Web scraping for AI applications has historically been a painful engineering problem. You build scrapers with Puppeteer or Scrapy, manage proxy pools, write fragile CSS selectors, and then spend more time maintaining broken pipelines than actually using the data. Firecrawl abstracts all of this into a single API call. You send a URL, it handles JavaScript rendering, proxy rotation, anti-bot measures, and returns clean Markdown or structured JSON ready for direct LLM consumption.
The scrape endpoint is the foundation. Pass any URL and Firecrawl returns clean Markdown with navigation, ads, and boilerplate stripped away. It handles single-page applications, waits for dynamic content to load, and parses web-hosted PDFs and DOCX files alongside HTML pages. The output uses roughly 67 percent fewer tokens than raw HTML when fed to language models, which directly reduces inference costs in production RAG pipelines.
AI-powered extraction is Firecrawl's most distinctive feature and the one that best embodies the shift from traditional scraping to LLM-era data collection. You describe what data you want in plain English and define a JSON schema for the output. Firecrawl's AI reads the page semantics and returns structured data matching your schema without any CSS selectors or XPath expressions. When sites change their DOM structure, semantic extraction continues working where selector-based scrapers would break.
The crawl endpoint systematically traverses entire websites with configurable depth, URL pattern filters, and rate limits. Firecrawl respects robots.txt and provides webhook callbacks for monitoring large crawls. The map endpoint discovers all accessible URLs on a domain without full scraping, useful for building crawl queues or auditing site structure at low credit cost. Together these endpoints cover the full spectrum from single-page extraction to comprehensive site-wide data collection.
The agent endpoint represents Firecrawl's most autonomous capability. Describe what data you need in natural language, and the agent autonomously searches, navigates across pages, and extracts information. The browser sandbox provides a managed Chromium environment for pages requiring real user interactions like clicking through pagination, filling forms, or handling lazy-loaded elements. The interact endpoint lets you scrape a page and then take actions within it using natural language prompts.

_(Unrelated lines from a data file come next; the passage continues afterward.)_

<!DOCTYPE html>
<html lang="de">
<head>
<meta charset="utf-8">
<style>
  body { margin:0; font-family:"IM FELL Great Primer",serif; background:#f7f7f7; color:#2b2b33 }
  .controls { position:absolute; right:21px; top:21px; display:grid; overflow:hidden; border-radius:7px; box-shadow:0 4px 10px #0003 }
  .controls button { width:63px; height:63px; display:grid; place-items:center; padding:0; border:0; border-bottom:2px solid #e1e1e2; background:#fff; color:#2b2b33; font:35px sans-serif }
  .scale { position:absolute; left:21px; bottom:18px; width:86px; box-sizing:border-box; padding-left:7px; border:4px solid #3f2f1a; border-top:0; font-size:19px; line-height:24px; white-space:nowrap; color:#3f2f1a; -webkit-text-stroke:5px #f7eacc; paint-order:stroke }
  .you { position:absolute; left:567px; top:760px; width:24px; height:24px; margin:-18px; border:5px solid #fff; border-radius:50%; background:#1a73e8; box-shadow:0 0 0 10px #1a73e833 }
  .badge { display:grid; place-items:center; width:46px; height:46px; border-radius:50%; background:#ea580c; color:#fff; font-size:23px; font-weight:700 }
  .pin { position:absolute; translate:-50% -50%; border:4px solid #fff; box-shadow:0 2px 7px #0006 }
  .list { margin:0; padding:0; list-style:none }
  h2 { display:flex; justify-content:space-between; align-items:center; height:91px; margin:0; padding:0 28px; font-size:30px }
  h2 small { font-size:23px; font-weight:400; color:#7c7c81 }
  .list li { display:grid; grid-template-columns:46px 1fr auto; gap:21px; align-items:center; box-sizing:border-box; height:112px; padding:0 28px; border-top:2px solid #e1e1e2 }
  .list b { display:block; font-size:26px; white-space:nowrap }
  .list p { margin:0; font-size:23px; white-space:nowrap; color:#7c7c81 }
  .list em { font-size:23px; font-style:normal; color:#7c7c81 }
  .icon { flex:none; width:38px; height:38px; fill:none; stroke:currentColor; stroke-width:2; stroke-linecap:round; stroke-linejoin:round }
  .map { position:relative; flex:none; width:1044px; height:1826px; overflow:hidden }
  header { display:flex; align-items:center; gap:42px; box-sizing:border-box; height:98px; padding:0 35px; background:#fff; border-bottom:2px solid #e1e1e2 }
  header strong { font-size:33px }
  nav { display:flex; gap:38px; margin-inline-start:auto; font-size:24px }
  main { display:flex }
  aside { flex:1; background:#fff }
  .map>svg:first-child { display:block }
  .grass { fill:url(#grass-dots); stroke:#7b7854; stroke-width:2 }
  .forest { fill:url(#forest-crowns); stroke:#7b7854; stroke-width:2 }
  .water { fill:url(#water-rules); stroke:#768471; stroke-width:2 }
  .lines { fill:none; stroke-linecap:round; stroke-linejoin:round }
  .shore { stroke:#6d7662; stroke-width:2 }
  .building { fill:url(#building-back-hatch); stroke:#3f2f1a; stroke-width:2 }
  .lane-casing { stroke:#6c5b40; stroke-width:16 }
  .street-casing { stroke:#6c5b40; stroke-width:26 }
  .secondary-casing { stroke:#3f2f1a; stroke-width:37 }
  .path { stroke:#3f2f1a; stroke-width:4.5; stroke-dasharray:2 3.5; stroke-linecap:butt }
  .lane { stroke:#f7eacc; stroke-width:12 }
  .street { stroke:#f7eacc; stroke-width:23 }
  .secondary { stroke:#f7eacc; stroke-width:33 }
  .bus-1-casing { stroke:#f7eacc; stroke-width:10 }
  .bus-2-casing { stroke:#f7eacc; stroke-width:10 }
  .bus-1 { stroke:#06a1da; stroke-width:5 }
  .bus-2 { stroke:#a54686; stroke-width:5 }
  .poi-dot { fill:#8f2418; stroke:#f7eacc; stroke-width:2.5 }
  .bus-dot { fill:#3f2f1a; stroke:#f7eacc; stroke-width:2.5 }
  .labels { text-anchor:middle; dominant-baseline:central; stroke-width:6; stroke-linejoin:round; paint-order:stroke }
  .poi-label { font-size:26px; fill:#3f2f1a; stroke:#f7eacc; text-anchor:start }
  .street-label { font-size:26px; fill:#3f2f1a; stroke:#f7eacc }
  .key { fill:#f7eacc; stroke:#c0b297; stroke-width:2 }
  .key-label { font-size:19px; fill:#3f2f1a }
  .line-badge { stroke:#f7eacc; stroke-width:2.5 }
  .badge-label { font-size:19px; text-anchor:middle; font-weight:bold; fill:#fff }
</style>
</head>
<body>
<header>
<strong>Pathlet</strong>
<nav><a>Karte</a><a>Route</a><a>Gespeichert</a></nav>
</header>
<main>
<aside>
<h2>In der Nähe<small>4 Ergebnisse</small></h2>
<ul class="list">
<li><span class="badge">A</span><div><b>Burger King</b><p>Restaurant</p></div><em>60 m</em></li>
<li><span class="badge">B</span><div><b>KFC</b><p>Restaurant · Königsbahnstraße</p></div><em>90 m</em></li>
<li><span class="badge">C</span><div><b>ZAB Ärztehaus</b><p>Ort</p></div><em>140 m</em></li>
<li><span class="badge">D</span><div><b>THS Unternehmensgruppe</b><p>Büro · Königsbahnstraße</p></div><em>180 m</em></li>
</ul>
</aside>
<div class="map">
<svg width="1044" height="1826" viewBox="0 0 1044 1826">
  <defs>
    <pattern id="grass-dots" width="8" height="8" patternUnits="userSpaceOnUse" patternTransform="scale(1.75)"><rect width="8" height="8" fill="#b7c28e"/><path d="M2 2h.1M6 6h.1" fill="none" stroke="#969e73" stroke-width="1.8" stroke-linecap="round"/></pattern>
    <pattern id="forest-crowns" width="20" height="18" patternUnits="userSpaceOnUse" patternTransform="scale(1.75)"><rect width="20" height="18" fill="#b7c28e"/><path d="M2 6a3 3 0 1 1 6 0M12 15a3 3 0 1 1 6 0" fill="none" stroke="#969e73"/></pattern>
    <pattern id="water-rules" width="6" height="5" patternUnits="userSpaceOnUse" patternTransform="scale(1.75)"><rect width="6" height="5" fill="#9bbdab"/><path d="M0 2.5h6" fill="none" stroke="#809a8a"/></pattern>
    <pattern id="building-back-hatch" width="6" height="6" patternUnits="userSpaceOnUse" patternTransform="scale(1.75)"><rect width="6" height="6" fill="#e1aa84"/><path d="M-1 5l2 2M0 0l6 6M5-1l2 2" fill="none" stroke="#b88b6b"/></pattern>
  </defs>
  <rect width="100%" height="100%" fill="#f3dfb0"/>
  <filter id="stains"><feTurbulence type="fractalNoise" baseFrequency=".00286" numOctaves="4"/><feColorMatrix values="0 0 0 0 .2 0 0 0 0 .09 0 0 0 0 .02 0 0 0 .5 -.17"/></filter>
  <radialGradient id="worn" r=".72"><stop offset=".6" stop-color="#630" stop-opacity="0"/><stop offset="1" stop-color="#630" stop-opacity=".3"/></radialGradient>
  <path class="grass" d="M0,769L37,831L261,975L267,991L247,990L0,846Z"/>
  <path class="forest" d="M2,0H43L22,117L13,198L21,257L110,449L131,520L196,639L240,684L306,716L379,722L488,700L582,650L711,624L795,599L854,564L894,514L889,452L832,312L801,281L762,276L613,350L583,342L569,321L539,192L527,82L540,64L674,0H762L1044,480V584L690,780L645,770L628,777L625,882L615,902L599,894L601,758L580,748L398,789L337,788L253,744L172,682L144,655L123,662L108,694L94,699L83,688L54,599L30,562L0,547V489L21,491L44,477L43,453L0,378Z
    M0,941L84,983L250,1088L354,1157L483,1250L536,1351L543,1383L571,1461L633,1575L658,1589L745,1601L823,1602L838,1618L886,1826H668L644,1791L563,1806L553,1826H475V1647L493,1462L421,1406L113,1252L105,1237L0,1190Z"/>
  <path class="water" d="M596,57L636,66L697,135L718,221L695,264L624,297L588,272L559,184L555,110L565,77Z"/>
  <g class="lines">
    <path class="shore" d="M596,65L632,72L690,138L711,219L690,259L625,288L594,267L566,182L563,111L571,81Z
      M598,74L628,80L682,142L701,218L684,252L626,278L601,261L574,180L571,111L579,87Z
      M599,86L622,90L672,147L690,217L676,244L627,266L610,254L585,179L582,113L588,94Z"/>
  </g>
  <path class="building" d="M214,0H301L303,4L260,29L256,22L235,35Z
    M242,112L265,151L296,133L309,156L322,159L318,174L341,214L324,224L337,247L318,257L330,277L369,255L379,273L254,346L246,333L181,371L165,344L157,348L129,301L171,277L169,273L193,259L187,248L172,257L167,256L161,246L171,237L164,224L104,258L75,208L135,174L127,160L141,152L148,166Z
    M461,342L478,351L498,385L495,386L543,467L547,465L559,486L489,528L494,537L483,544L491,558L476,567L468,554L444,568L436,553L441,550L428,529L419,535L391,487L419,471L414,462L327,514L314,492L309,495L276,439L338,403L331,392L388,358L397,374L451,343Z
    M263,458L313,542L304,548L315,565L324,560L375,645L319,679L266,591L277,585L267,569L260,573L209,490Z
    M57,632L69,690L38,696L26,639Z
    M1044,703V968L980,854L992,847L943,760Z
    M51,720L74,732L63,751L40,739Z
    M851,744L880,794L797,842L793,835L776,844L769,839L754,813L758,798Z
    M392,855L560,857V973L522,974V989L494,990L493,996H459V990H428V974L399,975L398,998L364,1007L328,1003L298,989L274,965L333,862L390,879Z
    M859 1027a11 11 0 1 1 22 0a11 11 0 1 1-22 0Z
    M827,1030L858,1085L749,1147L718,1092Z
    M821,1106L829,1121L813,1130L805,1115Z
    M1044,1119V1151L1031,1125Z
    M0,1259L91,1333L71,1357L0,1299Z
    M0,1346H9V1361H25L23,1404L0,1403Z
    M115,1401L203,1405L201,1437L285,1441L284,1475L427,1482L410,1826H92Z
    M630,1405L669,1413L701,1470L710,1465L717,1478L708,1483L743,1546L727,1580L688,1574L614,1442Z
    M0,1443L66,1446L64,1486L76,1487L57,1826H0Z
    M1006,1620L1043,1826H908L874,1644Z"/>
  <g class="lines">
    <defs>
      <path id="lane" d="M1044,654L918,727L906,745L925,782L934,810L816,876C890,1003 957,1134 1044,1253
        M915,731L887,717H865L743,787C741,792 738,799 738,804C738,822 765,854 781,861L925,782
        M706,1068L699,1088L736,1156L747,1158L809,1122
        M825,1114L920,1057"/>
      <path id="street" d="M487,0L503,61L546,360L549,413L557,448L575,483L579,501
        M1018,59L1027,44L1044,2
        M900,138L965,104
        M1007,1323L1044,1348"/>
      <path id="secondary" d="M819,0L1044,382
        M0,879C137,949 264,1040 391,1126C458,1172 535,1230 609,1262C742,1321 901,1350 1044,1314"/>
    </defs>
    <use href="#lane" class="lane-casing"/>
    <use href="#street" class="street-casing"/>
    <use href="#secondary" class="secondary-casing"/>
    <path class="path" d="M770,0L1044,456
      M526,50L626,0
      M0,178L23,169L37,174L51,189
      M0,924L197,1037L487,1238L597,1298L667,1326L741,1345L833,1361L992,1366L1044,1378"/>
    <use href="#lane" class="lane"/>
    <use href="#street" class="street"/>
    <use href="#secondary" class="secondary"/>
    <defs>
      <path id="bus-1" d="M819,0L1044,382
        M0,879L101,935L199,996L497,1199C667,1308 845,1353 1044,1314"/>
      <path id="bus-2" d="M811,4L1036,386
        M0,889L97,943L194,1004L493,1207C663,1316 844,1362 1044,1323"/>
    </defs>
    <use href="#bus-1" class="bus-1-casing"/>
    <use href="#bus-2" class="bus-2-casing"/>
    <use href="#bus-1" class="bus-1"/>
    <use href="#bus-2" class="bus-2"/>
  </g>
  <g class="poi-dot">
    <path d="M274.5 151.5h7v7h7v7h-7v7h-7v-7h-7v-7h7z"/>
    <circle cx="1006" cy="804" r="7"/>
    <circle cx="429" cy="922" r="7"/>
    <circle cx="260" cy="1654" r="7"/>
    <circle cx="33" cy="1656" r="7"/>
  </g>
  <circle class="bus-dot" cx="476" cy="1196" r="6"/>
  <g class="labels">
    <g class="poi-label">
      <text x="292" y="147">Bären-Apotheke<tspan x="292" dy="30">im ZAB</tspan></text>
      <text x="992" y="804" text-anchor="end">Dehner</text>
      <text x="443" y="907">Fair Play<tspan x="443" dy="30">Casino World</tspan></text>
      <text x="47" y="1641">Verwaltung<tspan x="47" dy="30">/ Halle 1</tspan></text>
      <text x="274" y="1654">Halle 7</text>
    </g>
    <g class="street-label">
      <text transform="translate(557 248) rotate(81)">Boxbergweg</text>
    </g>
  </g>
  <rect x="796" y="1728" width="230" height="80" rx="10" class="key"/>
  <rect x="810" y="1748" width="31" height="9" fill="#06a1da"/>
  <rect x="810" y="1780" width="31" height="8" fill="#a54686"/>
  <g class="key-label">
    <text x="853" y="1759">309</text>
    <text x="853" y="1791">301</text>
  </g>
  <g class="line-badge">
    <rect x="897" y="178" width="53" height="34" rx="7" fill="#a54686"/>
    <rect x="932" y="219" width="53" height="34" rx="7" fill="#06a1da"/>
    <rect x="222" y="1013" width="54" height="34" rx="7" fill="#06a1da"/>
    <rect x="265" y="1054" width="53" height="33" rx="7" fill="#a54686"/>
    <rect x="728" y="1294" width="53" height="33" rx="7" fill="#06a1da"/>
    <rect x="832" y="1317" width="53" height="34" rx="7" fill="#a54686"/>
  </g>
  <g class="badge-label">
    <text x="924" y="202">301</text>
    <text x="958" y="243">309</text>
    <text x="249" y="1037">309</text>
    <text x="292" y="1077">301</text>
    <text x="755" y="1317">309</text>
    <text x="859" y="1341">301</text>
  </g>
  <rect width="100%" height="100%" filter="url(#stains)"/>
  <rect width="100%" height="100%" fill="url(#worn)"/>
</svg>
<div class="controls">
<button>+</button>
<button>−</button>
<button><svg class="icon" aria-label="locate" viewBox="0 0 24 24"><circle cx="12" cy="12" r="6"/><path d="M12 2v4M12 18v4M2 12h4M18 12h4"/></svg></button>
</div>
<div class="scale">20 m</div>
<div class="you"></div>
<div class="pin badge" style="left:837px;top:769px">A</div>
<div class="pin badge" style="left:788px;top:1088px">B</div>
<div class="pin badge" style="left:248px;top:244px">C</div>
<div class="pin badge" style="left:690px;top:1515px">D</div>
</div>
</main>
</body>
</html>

MCP server integration makes Firecrawl a first-class tool for AI coding agents. Connect it to Claude Code, Cursor, or any MCP-compatible client with a single command, and your AI assistant gains the ability to read any webpage in real time. This integration has made Firecrawl the default web data provider in many agentic coding workflows where the AI needs to research documentation, read API references, or gather context from live web sources.
Pricing uses a credit-based model where one credit equals one standard page scrape. The free tier provides 500 lifetime credits with no renewal, which is adequate for initial testing but too limited for serious evaluation of crawling workflows. The Hobby plan at sixteen dollars per month includes 3,000 credits. The Standard plan at 83 dollars per month provides 100,000 credits, which beats the combined cost of DIY proxy and browser infrastructure at equivalent scale when accounting for engineering time.